* **PROBLEM TO WORK ON**:
Filter these entries so that only lines with the word "absolute" remain.

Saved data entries
################
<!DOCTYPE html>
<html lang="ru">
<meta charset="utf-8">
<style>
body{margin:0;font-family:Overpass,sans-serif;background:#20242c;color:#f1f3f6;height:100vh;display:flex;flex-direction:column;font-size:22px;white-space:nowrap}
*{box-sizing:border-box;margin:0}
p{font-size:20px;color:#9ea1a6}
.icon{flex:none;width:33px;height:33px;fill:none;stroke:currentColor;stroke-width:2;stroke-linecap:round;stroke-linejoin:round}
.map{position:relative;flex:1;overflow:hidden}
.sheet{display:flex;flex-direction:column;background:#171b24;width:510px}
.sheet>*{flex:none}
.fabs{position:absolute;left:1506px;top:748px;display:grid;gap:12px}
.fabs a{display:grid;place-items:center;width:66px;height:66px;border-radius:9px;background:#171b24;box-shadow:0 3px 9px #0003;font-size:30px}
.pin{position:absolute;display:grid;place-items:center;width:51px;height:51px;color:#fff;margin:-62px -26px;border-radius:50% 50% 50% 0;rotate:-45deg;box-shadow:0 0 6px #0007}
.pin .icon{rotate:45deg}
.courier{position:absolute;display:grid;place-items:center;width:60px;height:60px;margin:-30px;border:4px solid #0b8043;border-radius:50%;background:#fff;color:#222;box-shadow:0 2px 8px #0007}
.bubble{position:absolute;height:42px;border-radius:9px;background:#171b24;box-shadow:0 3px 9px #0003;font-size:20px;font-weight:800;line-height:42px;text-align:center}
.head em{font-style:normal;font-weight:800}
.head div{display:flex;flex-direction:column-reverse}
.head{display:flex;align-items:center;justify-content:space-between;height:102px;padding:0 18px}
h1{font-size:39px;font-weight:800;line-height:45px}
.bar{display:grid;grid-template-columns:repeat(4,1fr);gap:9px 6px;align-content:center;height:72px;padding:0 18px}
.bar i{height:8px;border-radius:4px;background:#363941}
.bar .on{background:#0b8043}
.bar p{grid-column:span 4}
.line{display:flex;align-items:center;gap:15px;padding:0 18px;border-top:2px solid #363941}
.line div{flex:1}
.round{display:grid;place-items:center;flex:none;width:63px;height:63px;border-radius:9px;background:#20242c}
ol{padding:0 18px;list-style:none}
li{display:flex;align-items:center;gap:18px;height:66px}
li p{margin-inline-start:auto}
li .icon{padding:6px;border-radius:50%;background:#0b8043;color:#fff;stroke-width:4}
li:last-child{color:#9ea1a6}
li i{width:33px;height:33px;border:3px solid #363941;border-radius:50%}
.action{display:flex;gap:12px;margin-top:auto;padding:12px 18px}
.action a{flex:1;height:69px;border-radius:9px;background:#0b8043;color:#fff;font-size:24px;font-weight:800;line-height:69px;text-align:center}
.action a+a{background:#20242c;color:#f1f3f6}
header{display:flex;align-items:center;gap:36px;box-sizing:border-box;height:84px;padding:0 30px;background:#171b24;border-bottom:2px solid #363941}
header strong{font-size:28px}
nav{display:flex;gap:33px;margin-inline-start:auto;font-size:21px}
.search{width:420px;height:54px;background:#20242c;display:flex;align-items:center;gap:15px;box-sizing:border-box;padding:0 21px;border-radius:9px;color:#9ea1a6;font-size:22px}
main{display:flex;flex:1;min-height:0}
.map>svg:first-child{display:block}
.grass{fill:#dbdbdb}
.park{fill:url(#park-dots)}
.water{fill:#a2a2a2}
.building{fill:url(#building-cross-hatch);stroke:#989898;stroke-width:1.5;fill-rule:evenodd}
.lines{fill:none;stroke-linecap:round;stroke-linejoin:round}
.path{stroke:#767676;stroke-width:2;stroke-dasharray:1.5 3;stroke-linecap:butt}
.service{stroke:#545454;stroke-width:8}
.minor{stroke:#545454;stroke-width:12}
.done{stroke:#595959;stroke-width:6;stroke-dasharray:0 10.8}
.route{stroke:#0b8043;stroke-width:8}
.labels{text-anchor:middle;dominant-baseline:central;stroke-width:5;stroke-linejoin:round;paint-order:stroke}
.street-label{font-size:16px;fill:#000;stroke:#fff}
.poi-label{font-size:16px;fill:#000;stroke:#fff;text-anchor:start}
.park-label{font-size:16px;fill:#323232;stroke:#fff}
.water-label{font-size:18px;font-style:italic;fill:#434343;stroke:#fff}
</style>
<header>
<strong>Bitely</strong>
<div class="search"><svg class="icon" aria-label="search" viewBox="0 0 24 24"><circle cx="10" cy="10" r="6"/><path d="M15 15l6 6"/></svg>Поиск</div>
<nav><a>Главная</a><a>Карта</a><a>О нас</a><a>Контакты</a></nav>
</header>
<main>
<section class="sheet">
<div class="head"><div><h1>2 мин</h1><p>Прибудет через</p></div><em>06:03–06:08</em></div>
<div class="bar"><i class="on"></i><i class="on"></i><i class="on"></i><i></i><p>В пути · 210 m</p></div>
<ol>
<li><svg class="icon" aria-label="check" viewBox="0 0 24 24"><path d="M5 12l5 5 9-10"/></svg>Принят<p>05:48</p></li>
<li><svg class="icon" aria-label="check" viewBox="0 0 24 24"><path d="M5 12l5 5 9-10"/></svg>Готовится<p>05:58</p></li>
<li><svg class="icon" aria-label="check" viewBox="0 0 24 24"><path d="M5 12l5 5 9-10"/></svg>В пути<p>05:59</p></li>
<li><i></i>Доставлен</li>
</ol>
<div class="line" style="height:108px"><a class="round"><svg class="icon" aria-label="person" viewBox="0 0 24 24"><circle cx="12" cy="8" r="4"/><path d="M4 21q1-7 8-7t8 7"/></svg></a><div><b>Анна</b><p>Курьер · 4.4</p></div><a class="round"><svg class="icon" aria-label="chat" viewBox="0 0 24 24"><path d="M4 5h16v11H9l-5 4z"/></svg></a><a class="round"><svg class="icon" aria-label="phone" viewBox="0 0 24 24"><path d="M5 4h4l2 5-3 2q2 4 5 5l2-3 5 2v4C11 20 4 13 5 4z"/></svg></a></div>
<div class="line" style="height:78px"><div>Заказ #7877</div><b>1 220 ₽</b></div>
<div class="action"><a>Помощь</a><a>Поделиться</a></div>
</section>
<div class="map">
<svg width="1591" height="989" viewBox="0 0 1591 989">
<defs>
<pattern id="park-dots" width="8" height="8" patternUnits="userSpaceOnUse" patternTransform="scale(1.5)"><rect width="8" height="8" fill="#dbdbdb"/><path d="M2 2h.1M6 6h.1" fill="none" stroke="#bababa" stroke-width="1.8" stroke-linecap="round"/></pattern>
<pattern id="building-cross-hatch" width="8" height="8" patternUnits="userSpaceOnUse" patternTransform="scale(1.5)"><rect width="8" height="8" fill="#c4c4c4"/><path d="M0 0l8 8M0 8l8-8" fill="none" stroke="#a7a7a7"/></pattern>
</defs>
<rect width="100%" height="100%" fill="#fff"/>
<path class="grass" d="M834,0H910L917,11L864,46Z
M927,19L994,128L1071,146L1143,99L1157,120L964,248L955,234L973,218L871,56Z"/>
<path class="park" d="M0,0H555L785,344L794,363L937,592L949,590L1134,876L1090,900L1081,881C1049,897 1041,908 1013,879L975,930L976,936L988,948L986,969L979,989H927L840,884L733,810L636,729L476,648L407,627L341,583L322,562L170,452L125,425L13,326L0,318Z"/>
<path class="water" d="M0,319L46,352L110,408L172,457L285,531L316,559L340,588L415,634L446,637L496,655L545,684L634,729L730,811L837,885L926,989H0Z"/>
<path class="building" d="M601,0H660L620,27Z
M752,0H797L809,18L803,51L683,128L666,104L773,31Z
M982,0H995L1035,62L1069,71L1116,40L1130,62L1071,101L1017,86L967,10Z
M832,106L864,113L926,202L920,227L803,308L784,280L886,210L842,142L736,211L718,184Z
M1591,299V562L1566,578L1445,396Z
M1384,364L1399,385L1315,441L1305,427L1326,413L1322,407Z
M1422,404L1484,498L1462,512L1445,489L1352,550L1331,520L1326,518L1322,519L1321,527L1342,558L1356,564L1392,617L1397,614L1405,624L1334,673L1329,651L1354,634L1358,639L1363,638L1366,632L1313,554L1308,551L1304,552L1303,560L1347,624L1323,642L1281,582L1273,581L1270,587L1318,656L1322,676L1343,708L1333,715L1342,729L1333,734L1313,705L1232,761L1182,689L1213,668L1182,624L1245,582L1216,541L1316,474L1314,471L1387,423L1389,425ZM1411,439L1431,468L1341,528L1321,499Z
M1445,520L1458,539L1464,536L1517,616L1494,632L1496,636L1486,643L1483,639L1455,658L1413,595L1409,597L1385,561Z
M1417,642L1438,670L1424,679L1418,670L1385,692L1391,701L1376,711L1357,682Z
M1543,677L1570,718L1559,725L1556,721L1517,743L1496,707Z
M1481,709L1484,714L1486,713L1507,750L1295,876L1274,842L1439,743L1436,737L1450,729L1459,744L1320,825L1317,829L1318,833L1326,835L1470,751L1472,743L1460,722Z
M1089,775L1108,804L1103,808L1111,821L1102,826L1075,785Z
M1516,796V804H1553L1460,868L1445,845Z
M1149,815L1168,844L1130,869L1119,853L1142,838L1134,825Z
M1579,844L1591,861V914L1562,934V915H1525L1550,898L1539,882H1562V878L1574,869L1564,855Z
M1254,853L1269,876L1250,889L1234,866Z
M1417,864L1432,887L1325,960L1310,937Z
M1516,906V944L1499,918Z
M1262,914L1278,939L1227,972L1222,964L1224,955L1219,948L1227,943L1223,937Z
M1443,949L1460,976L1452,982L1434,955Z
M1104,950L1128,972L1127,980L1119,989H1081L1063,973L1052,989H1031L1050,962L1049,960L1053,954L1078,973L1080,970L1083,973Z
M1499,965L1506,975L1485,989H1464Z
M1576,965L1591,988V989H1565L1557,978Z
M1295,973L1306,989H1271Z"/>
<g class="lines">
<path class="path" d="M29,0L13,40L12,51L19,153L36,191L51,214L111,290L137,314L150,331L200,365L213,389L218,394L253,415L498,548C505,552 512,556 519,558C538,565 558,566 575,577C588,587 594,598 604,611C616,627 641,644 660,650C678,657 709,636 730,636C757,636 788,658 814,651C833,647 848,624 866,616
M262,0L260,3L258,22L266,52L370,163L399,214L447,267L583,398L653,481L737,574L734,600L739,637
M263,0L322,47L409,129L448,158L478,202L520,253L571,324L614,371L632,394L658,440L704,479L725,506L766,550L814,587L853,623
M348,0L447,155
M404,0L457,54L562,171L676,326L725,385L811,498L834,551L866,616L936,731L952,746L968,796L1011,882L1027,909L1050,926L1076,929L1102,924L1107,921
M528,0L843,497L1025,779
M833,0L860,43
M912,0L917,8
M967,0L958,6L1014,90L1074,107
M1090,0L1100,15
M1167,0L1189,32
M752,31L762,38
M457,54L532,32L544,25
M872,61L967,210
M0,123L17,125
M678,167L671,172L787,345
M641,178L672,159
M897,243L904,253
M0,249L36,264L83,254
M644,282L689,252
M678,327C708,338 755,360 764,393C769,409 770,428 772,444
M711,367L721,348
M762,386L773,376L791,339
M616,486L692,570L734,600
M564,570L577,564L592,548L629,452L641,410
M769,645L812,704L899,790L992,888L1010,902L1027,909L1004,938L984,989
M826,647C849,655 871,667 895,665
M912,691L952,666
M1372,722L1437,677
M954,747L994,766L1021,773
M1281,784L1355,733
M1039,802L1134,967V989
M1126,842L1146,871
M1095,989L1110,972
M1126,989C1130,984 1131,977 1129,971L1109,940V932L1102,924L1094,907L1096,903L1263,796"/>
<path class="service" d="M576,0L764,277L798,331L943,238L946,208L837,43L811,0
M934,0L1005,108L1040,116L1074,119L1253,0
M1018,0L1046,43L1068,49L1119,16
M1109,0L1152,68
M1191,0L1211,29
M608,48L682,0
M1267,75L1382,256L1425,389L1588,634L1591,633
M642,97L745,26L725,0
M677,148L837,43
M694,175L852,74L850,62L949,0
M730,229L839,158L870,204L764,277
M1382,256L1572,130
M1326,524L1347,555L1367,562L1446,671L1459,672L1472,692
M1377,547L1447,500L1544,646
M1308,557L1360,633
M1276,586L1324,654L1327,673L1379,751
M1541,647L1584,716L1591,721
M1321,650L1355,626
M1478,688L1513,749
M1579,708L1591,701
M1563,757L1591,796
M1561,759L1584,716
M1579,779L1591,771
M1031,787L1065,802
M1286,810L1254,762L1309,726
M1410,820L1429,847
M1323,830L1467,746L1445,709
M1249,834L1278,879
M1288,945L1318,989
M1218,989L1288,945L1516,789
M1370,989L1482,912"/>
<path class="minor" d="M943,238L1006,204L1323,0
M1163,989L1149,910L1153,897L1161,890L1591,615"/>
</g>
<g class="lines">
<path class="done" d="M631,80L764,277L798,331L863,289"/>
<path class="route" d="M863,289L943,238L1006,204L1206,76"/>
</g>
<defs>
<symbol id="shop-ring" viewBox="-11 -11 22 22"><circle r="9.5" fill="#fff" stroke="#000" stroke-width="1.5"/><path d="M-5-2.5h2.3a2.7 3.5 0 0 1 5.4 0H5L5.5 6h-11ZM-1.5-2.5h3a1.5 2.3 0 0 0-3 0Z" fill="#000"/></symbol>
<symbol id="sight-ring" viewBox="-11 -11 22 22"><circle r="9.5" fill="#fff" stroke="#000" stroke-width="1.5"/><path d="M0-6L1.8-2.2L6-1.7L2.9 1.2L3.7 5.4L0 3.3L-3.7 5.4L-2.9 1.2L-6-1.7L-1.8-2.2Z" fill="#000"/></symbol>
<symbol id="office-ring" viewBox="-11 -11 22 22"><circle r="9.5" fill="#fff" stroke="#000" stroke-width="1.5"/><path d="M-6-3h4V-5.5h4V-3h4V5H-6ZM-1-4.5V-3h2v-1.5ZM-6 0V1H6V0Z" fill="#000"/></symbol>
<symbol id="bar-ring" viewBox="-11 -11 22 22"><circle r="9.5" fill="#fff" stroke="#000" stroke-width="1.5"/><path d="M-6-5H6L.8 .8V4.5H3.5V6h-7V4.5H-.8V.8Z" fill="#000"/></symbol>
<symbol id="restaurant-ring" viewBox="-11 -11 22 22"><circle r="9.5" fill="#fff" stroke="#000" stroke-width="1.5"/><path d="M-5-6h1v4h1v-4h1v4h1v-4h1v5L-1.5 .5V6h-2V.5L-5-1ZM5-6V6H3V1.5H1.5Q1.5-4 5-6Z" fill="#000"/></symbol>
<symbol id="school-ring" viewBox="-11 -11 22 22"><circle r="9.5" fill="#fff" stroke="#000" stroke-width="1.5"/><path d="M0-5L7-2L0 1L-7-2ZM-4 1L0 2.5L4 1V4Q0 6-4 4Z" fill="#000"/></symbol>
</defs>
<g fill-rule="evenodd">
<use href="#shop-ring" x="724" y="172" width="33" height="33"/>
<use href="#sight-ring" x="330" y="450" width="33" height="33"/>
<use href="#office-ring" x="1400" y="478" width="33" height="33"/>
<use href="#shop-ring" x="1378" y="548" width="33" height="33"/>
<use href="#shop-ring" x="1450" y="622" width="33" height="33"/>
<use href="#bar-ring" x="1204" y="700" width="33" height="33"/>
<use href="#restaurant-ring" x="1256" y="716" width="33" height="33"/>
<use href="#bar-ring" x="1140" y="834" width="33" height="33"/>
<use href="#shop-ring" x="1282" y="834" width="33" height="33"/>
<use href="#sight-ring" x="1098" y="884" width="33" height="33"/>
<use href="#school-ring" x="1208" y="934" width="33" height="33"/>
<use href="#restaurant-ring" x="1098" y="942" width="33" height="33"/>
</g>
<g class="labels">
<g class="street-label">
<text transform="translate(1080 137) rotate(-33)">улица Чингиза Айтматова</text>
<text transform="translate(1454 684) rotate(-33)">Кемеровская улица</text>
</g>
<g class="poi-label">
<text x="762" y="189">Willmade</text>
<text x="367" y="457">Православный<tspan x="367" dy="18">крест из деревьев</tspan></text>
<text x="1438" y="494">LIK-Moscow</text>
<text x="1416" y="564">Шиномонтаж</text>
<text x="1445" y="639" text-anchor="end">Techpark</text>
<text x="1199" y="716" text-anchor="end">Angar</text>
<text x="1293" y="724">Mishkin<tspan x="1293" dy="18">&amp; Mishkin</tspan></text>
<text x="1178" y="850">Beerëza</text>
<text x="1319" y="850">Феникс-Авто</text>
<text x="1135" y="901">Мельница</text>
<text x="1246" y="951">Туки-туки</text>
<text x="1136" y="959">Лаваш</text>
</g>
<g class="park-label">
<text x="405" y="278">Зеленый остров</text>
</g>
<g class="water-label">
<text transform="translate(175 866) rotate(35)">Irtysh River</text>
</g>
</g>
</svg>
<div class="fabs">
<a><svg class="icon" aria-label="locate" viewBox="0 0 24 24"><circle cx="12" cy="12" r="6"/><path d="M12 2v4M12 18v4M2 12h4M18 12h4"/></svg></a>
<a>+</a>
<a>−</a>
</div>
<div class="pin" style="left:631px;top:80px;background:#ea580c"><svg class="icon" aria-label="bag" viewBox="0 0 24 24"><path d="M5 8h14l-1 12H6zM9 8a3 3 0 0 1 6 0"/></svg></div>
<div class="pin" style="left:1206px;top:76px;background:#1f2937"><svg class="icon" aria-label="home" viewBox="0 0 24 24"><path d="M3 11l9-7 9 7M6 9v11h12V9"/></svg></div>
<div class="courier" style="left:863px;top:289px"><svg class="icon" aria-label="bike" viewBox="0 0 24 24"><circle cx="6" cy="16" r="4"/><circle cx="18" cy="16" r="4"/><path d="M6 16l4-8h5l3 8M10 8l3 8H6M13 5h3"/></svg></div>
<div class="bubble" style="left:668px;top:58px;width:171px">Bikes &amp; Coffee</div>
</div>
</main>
################
* **REPLY TO THE TASK**:
.fabs{position:absolute;left:1506px;top:748px;display:grid;gap:12px}
.pin{position:absolute;display:grid;place-items:center;width:51px;height:51px;color:#fff;margin:-62px -26px;border-radius:50% 50% 50% 0;rotate:-45deg;box-shadow:0 0 6px #0007}
.courier{position:absolute;display:grid;place-items:center;width:60px;height:60px;margin:-30px;border:4px solid #0b8043;border-radius:50%;background:#fff;color:#222;box-shadow:0 2px 8px #0007}
.bubble{position:absolute;height:42px;border-radius:9px;background:#171b24;box-shadow:0 3px 9px #0003;font-size:20px;font-weight:800;line-height:42px;text-align:center}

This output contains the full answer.